The ultimate framework for rapid career growth
This career strategy turbocharged my career in record time.
Hello, I’m Felix! Welcome to this week’s ADPList’s Newsletter; 🔒 subscriber-only edition 🔒weekly advice column. Each week, we tackle design, building products, and accelerating careers. We’re looking for sponsors! If you’re interested in sponsoring our newsletter, let’s chat.
I have people who come to me and ask, “How do you grow your career if you’re not getting the growth from your work, but you’re not quite ready to leave?”

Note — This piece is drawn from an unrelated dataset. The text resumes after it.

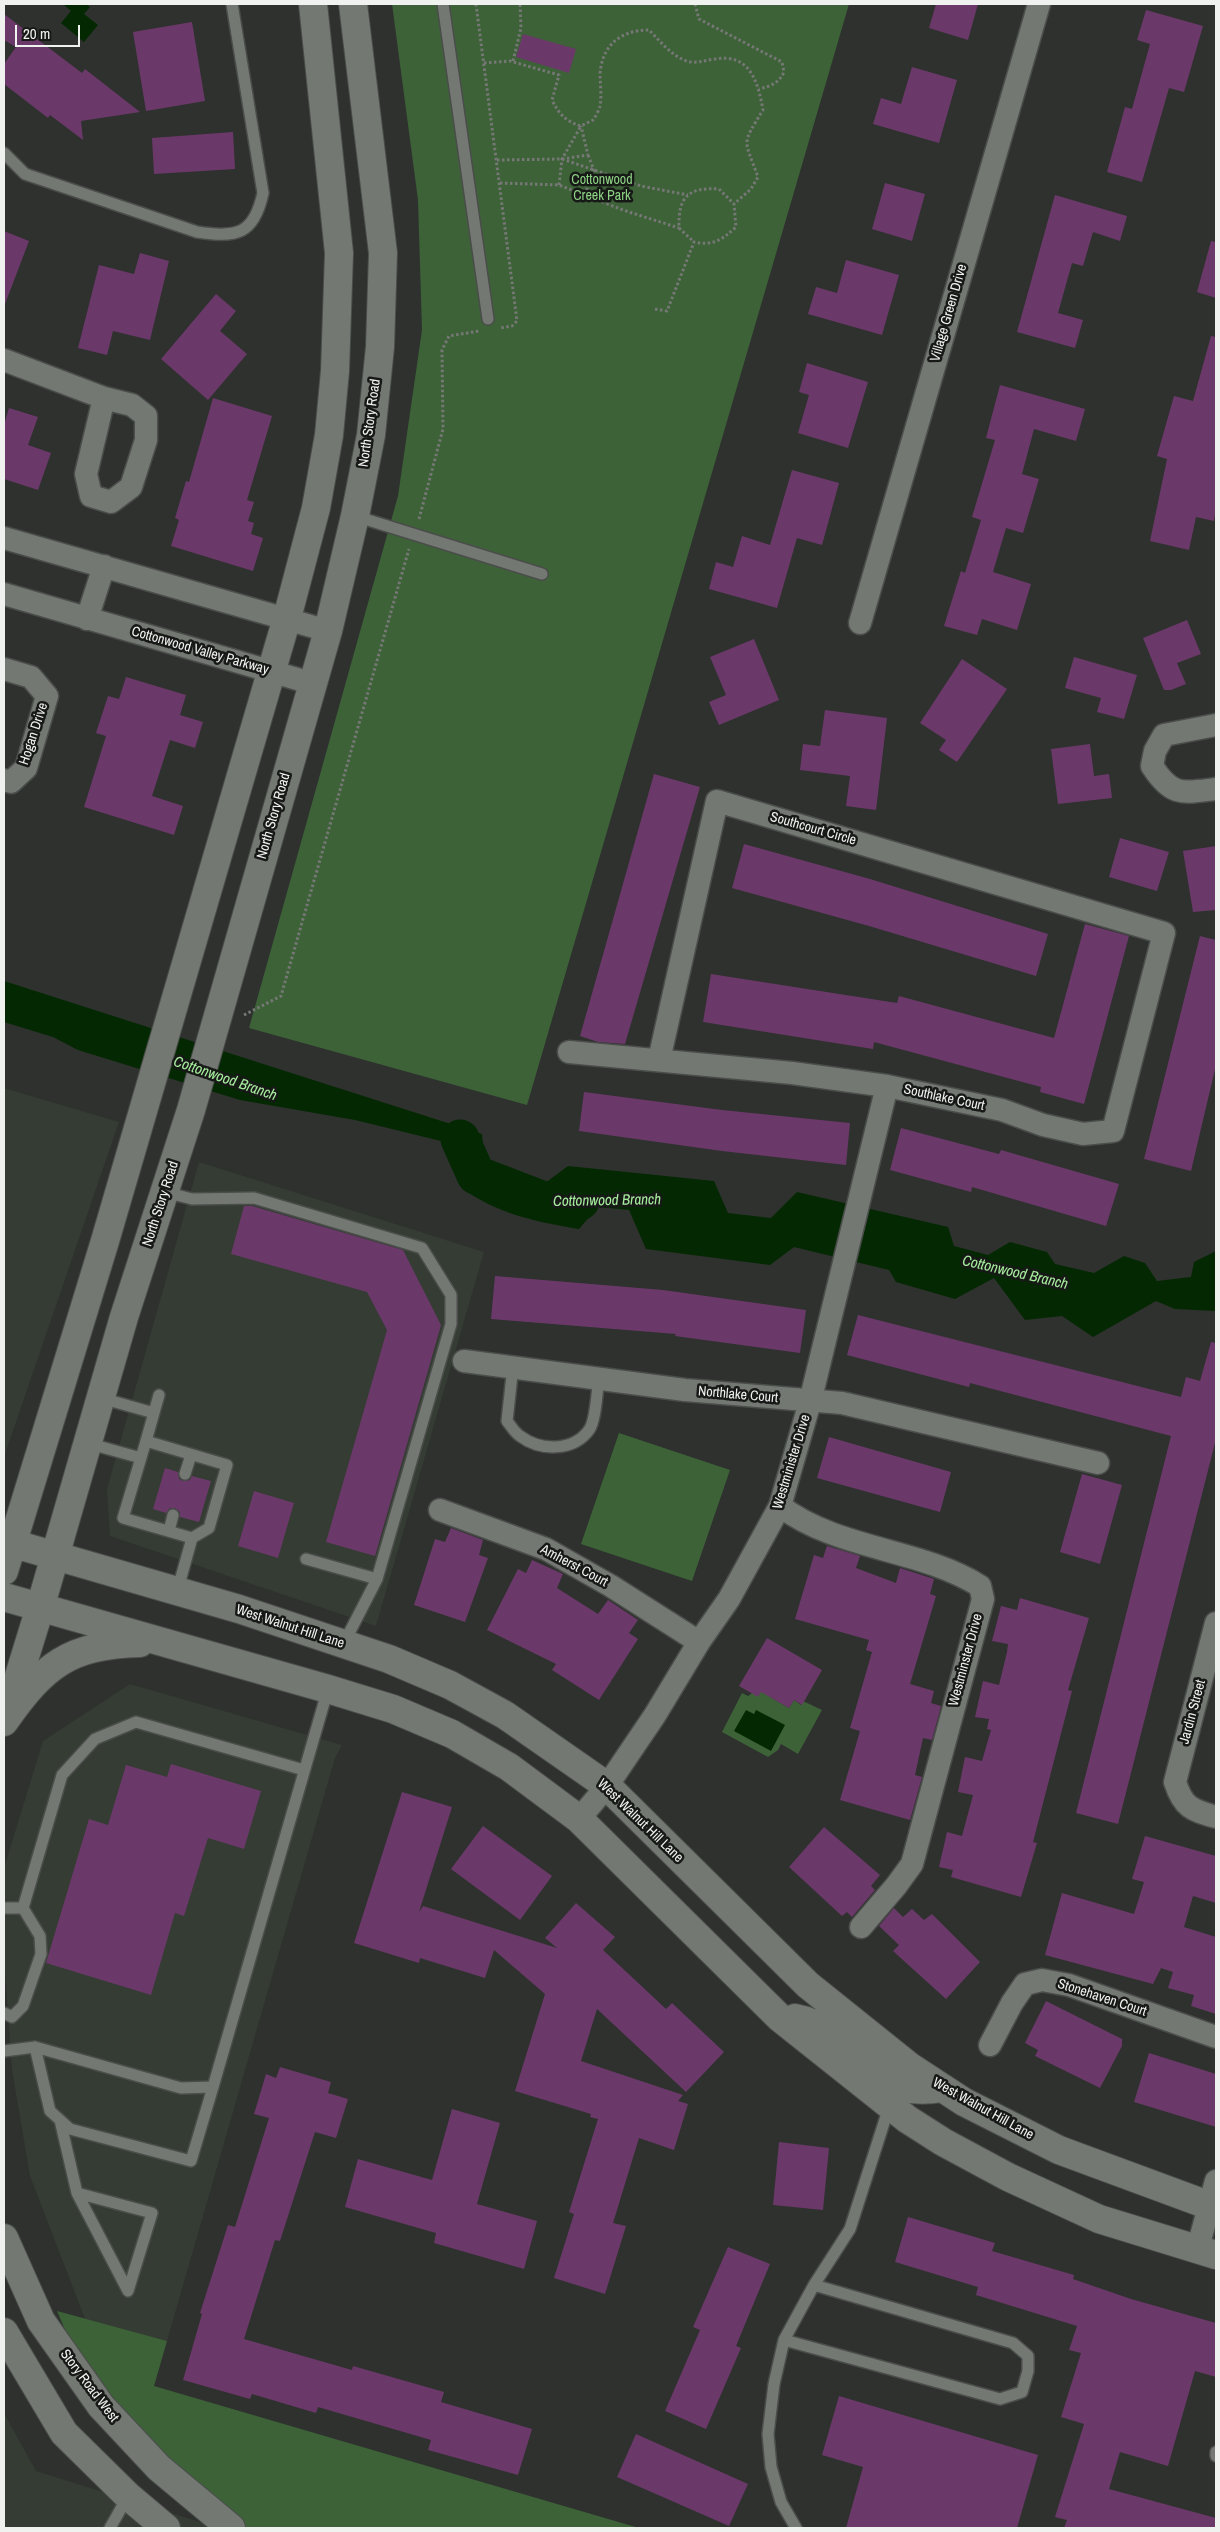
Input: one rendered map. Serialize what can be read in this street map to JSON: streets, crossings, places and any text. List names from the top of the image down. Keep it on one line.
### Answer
{"streets":{"main road":["North Story Road","West Walnut Hill Lane","Story Road West"],"street":["Village Green Drive","Cottonwood Valley Parkway","Hogan Drive","Southcourt Circle","Southlake Court","Northlake Court","Westminister Drive","Amherst Court","Westminster Drive","Jardin Street","Stonehaven Court"]},"crossings":[["North Story Road","Cottonwood Valley Parkway"],["North Story Road","West Walnut Hill Lane"],["Southcourt Circle","Southlake Court"],["Southlake Court","Westminister Drive"],["Northlake Court","Westminister Drive"],["Westminister Drive","Amherst Court"],["Westminister Drive","West Walnut Hill Lane"],["Westminister Drive","Westminster Drive"]],"water":["Cottonwood Branch"],"parks":["Cottonwood Creek Park"],"scale_bar":"20 m"}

Telling someone that they should just find a new job is not always the best answer for many reasons. They could actually still be learning a lot, just not in every facet that they need to be, and they could still have all the great things like a nice commute, benefits, a team they love, great pay, etc. The reality is that finding a new job is probably one of the more extreme options.
When people ask about career growth, they are referring to moving from a junior to a senior position or how they can grow their skills to be able to join a company that they want. Essentially, they feel like they are at a plateau in their career.
I got promoted to a full-time Design Lead in the 5th year of my career. So I must’ve done some things right, or at least I hope. Here are learnings inspired by Srini Raghavan, VP of Microsoft.
We’re going to explore the master strategies below.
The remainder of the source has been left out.